A three-year trial comparing Abbott Laboratories‘ Xience V drug-eluting stent against its Taxus competitor from Boston Scientific Corp. showed that the Abbott device is much more effective three years after implantation.
The news, announced at an American College of Cardiology conference in Orlando, sent the Natick device goliath’s stock into a slight swoon. The Xience product is already outselling the Taxus, and the news promises to accelerate that trend.
The first full day of trading after the news broke, Monday, March 30, saw BSC shares open at $7.98 (after closing at $8.19 the previous Friday), top out at $8.10 and close at $7.96 — a 2.5 percent slide. BSC shares were trading at $8.05 as of about noon March 31.

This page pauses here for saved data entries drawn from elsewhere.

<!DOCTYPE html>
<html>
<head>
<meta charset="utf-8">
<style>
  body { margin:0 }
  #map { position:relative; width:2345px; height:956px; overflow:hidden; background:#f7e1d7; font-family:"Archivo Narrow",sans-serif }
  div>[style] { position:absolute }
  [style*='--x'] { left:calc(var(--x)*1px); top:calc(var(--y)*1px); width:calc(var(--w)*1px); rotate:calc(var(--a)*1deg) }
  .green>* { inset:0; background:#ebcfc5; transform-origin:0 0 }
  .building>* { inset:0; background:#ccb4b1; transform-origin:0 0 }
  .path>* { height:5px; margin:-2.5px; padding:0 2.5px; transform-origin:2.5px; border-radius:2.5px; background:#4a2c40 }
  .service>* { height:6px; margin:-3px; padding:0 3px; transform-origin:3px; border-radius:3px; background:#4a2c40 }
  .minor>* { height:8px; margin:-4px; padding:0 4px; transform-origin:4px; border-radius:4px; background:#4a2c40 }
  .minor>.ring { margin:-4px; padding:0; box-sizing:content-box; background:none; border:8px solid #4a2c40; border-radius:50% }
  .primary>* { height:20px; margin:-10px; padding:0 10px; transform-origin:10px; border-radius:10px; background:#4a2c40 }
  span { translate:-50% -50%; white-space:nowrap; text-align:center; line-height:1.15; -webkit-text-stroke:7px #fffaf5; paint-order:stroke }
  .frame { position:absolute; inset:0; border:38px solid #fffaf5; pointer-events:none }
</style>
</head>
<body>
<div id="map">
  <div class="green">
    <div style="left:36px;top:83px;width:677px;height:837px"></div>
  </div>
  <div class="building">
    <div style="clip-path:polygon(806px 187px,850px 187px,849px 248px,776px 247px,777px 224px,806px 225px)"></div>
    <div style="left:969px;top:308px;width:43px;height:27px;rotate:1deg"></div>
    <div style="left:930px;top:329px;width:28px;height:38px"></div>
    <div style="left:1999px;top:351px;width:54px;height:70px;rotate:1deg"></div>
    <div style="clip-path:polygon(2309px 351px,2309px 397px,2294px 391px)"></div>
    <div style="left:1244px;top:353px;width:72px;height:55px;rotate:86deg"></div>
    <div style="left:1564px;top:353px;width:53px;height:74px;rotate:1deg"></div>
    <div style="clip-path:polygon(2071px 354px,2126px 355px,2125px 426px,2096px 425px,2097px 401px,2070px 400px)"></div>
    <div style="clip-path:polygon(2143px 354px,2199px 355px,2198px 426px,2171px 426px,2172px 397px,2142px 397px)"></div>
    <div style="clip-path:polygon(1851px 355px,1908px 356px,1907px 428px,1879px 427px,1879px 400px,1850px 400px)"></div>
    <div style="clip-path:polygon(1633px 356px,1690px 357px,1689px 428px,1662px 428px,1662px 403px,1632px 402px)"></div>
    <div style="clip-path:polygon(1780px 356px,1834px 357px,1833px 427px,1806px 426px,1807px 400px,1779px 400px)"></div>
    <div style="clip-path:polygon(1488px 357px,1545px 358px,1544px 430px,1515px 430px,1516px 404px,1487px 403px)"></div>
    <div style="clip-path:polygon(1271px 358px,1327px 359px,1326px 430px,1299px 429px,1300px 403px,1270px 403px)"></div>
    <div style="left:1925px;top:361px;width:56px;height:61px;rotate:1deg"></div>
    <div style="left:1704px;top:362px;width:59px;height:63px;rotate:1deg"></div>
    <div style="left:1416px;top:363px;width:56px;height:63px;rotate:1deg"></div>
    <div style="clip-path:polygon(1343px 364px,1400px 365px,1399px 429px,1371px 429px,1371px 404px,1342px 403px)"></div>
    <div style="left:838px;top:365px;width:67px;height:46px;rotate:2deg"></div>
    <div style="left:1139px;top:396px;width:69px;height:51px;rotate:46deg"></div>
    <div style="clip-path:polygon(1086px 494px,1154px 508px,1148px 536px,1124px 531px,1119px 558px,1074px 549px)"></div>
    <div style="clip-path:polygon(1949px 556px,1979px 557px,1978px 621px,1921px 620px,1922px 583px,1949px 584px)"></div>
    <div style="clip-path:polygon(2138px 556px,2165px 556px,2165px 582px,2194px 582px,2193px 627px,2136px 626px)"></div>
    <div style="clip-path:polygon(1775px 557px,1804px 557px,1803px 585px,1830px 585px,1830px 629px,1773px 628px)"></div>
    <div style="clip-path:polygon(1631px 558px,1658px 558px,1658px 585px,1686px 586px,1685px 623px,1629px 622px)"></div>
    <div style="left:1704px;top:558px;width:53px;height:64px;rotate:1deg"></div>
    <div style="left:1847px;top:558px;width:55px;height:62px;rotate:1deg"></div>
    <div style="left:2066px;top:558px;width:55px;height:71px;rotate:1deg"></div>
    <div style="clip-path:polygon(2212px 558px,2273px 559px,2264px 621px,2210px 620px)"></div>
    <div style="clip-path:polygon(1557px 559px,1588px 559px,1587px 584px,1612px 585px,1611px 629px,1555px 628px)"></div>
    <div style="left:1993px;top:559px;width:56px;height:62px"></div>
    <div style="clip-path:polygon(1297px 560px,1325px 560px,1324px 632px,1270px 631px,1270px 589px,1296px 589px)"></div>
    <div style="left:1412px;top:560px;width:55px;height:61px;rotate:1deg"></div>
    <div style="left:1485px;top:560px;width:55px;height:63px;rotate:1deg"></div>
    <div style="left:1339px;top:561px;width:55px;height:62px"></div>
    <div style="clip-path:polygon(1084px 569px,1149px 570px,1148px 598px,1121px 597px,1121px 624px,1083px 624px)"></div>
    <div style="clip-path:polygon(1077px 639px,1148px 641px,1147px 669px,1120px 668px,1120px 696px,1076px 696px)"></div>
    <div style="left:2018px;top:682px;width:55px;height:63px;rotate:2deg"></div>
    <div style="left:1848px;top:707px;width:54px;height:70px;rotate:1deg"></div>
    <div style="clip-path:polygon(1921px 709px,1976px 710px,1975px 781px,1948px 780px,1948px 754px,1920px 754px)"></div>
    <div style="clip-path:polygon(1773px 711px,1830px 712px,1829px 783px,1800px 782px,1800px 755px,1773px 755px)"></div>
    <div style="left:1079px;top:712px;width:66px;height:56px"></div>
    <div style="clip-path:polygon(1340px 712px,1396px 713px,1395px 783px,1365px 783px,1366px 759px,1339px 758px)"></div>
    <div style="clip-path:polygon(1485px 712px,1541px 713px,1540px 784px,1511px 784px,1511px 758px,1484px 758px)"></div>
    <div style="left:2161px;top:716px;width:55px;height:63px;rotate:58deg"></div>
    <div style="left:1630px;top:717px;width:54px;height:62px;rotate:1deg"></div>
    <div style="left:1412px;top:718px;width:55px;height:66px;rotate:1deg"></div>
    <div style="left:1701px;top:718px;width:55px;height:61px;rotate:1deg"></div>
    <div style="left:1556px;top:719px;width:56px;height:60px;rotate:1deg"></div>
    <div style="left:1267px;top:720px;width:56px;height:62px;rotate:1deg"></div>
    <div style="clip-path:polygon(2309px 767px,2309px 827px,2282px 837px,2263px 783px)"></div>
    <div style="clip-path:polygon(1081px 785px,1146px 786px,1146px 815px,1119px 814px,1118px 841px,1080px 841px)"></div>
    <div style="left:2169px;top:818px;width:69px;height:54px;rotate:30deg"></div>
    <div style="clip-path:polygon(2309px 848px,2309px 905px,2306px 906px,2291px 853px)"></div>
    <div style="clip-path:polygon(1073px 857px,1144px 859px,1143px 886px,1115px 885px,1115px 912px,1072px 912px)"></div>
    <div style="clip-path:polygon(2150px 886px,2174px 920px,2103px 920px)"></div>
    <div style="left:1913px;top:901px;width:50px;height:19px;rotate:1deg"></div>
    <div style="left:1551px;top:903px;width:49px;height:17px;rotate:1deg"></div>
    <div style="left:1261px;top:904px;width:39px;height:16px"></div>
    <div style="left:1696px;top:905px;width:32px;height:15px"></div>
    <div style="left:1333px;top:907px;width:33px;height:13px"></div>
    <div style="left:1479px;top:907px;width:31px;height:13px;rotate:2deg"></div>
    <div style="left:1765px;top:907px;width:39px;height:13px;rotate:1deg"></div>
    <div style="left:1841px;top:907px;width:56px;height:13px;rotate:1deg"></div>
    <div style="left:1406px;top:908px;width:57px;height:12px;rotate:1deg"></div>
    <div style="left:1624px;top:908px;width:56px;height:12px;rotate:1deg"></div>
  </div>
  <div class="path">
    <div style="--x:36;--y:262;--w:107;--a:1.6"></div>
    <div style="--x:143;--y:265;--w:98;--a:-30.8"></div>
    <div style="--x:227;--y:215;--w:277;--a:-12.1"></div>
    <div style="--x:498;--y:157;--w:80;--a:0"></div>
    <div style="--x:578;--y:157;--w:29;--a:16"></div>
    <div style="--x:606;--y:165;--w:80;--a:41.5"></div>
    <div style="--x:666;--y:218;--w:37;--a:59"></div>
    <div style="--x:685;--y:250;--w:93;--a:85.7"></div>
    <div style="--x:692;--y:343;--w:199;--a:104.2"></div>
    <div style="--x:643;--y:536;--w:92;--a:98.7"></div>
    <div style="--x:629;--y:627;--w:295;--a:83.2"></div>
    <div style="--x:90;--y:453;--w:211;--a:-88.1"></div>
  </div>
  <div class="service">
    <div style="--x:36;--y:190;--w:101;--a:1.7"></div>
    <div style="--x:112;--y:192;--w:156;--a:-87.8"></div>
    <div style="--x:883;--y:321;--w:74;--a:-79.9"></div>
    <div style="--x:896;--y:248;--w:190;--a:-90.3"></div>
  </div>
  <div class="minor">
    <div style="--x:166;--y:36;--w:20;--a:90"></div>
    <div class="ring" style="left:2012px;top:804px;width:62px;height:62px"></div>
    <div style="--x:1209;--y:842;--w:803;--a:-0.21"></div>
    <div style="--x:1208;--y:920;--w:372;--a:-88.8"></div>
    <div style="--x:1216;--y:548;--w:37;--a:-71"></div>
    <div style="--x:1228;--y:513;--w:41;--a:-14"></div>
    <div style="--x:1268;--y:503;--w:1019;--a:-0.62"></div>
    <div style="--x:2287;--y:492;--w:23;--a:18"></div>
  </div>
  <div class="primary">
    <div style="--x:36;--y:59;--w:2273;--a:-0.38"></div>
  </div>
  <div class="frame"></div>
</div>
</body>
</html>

Abbott shares enjoyed a better ride, closing Friday, March 27, at $46.60, opening March 30 at $47.11, peaking at $47.99 and closing at $47.89 — up 1.7 percent. As of about noon March 31, Abbott shares were trading at $48.19.
The international SPIRIT II study of 300 patients, which Abbott sponsored, showed that rates of major cardiovascular events for the Xience stent topped out at 6.4 percent during the second and third years; the Taxus device hit 10.5 percent for the second year and 14.9 percent for the third year.
The Abbott stent also showed a lower mortality rate than the Taxus, although neither caused a large number of deaths or serious complications.
One wrinkle is that Boston Scientific also markets Xience under the private-label Promus brand, though it pays back royalties to Abbott from those sales.